[YOUR GOAL]
Which lines of the entries below contain the string "align"? Copy each one.

[RECORDS SHOWN]
┏━━
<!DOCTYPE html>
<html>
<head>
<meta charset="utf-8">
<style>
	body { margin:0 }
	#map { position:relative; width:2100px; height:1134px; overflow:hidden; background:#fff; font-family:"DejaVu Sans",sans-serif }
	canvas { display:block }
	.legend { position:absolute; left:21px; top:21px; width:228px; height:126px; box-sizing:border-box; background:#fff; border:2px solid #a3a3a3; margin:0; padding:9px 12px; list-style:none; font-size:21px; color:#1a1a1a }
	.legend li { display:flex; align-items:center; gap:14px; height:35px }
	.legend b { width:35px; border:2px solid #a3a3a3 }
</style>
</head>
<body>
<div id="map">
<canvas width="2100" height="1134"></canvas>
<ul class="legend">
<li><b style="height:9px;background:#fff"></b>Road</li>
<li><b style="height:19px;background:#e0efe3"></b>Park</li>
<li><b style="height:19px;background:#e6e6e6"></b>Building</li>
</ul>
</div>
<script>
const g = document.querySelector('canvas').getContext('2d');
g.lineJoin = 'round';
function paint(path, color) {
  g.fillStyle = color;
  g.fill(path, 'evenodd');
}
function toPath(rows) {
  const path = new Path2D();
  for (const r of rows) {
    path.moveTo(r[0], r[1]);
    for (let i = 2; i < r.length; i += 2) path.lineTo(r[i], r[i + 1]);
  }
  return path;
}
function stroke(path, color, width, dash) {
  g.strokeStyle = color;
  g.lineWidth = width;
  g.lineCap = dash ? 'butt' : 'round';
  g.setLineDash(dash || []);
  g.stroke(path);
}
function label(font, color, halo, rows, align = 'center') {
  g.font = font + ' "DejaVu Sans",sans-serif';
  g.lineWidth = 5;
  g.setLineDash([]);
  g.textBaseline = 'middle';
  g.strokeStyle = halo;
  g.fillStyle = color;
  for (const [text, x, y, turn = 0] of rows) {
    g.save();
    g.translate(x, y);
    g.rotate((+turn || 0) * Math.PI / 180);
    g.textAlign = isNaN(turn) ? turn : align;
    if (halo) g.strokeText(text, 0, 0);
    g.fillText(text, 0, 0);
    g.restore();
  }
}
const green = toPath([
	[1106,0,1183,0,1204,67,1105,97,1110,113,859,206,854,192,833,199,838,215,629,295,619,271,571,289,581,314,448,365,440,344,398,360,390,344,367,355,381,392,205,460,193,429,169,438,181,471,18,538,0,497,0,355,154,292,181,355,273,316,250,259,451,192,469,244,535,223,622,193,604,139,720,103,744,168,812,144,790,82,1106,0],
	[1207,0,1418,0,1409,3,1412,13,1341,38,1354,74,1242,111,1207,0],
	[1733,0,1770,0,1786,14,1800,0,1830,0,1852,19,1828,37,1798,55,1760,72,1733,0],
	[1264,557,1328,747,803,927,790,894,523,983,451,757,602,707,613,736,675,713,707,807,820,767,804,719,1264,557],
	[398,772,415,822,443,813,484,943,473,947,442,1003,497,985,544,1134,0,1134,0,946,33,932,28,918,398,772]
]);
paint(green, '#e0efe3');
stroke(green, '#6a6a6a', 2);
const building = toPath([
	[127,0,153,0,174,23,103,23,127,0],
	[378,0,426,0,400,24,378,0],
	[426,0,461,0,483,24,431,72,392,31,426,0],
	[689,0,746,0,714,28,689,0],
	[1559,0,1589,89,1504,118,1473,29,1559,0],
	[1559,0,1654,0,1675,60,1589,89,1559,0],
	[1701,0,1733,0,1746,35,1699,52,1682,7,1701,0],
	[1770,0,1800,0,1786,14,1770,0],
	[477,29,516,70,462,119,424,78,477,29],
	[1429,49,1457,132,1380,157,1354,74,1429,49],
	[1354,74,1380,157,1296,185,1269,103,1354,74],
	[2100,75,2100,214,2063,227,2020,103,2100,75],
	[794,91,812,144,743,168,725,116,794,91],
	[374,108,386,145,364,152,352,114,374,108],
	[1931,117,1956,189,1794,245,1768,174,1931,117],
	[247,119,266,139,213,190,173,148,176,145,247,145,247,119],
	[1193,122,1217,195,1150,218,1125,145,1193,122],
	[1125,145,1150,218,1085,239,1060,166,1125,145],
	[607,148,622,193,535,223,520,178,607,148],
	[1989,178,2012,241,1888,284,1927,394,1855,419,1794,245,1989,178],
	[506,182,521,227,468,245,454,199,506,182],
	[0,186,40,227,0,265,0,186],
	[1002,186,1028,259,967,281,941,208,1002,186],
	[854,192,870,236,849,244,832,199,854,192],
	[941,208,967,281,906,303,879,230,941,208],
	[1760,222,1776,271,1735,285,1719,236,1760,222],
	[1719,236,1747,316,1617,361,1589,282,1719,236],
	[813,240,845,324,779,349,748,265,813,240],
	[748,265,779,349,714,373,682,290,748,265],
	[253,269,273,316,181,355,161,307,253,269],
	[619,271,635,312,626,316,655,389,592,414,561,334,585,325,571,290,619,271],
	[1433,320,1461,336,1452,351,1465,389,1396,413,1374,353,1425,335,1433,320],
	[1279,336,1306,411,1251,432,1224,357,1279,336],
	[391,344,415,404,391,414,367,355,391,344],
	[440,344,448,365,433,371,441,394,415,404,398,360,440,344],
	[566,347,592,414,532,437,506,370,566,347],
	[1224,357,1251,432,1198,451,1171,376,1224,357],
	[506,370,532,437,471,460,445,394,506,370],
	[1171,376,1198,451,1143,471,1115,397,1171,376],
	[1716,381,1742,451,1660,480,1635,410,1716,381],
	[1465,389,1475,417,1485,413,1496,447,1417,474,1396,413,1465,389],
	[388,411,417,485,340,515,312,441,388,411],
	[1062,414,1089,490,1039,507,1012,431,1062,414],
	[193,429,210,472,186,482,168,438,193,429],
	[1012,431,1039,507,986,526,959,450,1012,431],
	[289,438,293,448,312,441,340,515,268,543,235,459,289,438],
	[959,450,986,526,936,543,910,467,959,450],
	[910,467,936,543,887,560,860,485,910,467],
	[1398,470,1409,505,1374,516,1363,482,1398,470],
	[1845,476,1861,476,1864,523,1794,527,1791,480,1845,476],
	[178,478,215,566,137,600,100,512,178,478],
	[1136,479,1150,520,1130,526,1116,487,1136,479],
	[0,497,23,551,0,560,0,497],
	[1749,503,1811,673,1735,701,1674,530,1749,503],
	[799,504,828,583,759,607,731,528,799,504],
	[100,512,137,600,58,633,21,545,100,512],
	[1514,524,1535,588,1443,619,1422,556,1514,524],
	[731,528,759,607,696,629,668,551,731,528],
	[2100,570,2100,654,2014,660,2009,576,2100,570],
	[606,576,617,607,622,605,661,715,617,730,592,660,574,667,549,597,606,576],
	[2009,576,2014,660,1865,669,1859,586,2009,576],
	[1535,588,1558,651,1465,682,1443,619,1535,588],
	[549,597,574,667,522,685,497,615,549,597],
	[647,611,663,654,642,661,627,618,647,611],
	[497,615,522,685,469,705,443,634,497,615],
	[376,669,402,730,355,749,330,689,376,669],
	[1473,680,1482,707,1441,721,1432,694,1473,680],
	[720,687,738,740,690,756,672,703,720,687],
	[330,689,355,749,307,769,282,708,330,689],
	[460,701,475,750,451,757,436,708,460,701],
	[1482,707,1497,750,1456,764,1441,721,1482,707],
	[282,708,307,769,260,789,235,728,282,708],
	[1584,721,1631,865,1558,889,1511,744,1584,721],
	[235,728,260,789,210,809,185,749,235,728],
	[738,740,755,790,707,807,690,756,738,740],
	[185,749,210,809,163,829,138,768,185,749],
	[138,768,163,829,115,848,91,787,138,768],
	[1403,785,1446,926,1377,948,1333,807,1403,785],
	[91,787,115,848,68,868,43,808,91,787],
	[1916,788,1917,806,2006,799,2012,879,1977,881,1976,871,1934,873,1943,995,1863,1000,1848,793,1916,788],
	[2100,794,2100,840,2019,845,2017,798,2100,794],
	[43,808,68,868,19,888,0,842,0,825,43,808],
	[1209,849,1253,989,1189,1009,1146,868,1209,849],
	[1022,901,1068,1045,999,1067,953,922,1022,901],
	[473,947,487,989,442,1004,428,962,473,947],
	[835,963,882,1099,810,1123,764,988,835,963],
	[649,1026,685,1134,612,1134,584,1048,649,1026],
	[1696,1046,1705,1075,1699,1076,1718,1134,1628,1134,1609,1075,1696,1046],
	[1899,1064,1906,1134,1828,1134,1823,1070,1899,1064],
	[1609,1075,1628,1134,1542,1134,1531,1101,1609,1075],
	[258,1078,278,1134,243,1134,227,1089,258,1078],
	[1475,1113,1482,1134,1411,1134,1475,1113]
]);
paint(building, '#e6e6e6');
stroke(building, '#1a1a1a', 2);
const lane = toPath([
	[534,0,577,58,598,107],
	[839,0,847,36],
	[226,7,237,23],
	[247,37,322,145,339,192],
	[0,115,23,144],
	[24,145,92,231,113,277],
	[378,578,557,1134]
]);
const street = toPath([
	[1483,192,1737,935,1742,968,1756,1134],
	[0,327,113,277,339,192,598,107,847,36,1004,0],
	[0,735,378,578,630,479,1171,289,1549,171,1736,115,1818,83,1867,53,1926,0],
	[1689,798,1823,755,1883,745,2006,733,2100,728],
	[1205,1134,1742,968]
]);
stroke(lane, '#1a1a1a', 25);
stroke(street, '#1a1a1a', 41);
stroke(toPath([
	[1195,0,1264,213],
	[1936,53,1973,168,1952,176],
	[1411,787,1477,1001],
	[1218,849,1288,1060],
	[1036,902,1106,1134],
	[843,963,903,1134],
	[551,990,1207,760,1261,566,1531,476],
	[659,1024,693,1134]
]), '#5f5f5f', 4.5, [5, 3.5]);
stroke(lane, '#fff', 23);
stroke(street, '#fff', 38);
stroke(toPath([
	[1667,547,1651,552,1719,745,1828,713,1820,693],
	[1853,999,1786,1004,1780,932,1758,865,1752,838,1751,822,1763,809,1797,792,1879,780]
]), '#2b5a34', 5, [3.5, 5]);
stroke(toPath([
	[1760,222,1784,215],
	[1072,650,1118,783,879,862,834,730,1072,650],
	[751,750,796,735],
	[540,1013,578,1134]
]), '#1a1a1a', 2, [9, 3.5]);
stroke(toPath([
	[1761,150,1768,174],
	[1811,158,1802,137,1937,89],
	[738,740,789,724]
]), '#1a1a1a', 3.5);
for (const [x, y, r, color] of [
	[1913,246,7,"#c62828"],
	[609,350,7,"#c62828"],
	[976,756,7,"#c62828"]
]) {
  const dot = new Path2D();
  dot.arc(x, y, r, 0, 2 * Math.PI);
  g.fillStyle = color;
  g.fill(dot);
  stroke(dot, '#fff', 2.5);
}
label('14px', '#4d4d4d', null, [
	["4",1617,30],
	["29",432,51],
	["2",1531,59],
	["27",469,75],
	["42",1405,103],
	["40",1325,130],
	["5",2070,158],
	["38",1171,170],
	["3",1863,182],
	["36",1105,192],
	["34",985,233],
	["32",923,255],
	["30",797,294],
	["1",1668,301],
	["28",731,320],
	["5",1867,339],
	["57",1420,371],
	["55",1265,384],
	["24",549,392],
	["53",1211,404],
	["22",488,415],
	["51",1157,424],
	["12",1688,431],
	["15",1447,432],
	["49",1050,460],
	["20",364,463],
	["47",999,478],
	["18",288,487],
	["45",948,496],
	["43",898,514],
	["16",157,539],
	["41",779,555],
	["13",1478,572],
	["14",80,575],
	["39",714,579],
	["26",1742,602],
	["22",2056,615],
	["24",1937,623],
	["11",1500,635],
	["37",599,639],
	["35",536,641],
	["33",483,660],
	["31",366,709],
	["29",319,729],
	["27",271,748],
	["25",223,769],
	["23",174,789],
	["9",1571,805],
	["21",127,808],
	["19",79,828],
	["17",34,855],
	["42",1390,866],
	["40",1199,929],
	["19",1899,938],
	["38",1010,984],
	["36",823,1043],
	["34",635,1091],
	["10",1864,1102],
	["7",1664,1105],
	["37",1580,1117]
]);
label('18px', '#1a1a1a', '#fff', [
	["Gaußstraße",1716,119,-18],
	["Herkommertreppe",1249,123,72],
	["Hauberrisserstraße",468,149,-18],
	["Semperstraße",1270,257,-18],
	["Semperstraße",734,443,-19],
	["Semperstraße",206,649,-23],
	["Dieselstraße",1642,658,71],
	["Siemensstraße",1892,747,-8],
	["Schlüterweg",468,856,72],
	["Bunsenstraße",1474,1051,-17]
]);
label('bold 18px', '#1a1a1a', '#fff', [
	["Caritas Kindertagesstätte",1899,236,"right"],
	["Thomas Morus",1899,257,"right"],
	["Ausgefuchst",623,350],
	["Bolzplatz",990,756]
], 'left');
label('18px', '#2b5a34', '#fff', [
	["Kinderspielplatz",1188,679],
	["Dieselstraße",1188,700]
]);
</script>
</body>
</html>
┗━━
[WORKED SOLUTION]
	.legend li { display:flex; align-items:center; gap:14px; height:35px }
function label(font, color, halo, rows, align = 'center') {
    g.textAlign = isNaN(turn) ? turn : align;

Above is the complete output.